Extracted records:
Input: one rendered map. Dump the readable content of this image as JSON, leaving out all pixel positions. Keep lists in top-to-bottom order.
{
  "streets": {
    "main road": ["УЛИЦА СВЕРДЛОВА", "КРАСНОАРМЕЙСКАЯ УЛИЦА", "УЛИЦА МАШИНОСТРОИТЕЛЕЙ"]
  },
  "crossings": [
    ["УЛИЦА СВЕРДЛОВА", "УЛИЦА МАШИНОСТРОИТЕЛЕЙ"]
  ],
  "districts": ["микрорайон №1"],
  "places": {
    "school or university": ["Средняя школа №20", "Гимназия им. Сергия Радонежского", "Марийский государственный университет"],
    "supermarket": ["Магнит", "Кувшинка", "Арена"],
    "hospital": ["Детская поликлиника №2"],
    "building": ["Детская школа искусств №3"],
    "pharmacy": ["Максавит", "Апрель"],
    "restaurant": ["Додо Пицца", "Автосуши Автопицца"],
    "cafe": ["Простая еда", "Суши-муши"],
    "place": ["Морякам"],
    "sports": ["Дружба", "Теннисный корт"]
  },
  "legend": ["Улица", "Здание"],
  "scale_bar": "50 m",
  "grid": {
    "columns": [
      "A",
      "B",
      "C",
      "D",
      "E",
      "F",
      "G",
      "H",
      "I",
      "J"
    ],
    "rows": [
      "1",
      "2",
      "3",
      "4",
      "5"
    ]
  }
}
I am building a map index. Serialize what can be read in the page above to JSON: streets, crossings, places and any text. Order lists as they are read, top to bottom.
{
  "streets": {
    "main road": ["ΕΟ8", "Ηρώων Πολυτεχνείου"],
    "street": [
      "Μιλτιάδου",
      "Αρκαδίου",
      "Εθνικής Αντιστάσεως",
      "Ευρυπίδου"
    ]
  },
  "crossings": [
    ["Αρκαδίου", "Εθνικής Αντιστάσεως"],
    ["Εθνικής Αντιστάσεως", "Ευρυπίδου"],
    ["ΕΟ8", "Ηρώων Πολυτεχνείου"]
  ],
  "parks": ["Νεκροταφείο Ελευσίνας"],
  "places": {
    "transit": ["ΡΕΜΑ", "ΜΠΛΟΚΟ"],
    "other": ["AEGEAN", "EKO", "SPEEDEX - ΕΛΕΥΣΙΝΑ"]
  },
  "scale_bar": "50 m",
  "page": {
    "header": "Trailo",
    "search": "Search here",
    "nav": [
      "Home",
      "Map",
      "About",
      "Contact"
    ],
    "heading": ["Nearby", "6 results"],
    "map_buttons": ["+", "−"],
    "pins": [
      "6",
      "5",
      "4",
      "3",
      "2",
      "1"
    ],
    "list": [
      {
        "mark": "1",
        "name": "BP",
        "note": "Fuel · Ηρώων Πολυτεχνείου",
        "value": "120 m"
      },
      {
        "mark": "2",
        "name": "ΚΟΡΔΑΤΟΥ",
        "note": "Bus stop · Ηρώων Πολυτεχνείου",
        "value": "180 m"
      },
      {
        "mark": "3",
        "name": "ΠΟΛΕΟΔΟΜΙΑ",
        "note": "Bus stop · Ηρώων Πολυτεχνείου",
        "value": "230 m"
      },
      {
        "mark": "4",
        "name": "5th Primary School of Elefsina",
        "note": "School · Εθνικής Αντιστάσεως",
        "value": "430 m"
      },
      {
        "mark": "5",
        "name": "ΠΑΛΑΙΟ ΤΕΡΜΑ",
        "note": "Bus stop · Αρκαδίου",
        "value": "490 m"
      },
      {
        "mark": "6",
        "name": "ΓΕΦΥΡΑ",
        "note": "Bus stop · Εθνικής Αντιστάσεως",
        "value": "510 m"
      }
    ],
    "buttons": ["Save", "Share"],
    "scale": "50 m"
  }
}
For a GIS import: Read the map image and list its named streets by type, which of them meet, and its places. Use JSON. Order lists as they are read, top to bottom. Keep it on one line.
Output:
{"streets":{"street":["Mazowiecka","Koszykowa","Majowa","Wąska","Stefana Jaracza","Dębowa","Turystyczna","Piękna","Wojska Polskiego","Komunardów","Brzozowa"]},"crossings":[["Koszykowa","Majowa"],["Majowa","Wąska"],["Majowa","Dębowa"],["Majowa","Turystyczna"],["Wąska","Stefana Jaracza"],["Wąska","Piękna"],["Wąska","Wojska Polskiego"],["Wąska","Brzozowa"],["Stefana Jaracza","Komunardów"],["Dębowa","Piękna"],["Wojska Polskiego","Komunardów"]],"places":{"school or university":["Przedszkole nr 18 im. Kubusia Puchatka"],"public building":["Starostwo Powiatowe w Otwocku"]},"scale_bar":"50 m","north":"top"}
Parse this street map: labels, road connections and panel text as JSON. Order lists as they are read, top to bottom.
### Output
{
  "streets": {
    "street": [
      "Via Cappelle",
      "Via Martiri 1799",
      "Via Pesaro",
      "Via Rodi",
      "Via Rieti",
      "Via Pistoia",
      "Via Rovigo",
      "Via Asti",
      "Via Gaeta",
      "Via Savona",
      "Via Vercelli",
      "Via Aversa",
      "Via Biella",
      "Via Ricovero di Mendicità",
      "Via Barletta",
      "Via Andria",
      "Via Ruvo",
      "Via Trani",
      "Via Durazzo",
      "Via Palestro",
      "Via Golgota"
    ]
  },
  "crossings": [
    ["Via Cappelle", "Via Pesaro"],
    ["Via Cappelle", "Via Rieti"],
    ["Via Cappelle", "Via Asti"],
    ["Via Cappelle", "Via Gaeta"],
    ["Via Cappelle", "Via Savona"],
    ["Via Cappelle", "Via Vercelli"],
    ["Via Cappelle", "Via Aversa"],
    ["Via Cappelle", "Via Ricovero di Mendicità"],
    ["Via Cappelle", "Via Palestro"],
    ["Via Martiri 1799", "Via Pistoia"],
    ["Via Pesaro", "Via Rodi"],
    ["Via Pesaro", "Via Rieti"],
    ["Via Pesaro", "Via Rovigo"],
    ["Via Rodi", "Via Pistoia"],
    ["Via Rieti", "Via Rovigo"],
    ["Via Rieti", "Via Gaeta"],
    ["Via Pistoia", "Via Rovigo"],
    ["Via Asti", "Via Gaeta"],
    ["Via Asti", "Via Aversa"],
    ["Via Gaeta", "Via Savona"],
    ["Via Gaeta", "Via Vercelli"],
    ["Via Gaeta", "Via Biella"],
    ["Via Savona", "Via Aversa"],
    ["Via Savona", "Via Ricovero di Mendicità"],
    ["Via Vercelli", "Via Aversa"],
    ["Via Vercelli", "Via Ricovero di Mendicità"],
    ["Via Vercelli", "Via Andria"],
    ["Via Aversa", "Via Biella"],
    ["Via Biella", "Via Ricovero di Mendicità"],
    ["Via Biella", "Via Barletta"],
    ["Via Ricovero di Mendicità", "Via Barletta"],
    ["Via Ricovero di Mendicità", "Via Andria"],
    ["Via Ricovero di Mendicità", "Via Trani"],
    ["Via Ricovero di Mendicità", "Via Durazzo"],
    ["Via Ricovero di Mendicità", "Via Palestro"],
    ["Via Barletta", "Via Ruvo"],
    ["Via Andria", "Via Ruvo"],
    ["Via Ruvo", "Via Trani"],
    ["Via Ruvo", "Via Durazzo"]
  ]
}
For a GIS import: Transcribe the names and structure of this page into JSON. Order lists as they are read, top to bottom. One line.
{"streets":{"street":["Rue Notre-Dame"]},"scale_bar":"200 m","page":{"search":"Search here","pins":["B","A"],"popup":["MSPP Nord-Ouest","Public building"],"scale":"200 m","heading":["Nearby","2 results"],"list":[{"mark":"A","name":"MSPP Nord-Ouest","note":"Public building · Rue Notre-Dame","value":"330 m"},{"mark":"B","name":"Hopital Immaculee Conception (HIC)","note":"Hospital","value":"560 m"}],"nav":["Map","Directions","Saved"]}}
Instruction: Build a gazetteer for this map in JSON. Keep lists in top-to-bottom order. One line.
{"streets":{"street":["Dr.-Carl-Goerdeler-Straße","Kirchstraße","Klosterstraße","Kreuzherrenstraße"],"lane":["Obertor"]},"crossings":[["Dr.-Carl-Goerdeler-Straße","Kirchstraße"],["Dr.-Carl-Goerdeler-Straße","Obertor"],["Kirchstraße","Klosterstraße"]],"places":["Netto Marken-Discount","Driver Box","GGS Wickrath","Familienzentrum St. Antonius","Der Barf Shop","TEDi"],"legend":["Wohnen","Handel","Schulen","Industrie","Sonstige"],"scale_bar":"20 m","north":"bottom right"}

What to do: When a line in the data holds the word "школа", show that line.

Answer for the task:
    "school or university": ["Средняя школа №20", "Гимназия им. Сергия Радонежского", "Марийский государственный университет"],
    "building": ["Детская школа искусств №3"],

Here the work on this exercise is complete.